* TASK TO CARRY OUT
Find all the lines in the material below with the word "Caspio", and copy them.

* DATASET
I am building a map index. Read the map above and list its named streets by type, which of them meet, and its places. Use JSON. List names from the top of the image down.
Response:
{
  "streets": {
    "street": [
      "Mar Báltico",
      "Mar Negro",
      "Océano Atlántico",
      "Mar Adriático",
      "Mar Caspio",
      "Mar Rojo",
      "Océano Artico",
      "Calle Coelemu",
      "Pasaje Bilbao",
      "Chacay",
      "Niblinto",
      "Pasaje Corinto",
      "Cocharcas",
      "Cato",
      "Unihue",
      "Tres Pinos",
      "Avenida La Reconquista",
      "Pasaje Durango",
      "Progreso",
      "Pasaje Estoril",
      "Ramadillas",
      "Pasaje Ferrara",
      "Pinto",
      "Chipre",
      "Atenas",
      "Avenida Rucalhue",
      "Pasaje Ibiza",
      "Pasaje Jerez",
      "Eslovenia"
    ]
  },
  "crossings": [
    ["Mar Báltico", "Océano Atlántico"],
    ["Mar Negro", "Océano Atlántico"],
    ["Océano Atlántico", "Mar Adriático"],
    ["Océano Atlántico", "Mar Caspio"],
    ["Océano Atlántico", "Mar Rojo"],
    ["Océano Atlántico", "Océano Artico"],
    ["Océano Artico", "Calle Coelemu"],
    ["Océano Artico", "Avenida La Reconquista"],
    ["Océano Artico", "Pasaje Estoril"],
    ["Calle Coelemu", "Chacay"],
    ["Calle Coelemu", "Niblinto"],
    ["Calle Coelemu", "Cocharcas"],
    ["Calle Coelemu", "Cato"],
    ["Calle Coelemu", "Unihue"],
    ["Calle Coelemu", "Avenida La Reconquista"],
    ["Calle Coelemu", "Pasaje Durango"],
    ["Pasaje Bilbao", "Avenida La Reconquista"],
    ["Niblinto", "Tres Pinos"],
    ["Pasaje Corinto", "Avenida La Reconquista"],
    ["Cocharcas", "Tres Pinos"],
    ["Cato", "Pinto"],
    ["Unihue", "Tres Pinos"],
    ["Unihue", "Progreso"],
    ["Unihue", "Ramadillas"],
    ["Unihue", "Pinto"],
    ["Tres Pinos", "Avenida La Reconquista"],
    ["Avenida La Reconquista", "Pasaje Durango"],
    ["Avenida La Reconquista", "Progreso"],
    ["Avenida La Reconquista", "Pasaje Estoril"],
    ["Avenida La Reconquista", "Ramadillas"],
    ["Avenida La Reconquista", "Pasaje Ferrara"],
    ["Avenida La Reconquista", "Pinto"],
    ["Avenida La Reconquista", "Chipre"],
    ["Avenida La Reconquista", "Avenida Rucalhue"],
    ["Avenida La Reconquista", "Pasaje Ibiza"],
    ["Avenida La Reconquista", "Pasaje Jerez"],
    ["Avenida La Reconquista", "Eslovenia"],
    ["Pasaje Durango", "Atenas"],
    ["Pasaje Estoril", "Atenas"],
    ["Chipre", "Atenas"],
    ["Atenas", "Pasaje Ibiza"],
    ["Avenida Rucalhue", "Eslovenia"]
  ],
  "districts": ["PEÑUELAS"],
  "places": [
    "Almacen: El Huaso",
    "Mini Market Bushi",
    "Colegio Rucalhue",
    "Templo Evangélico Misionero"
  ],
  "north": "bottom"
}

* EXERCISE RESULT
      "Mar Caspio",
    ["Océano Atlántico", "Mar Caspio"],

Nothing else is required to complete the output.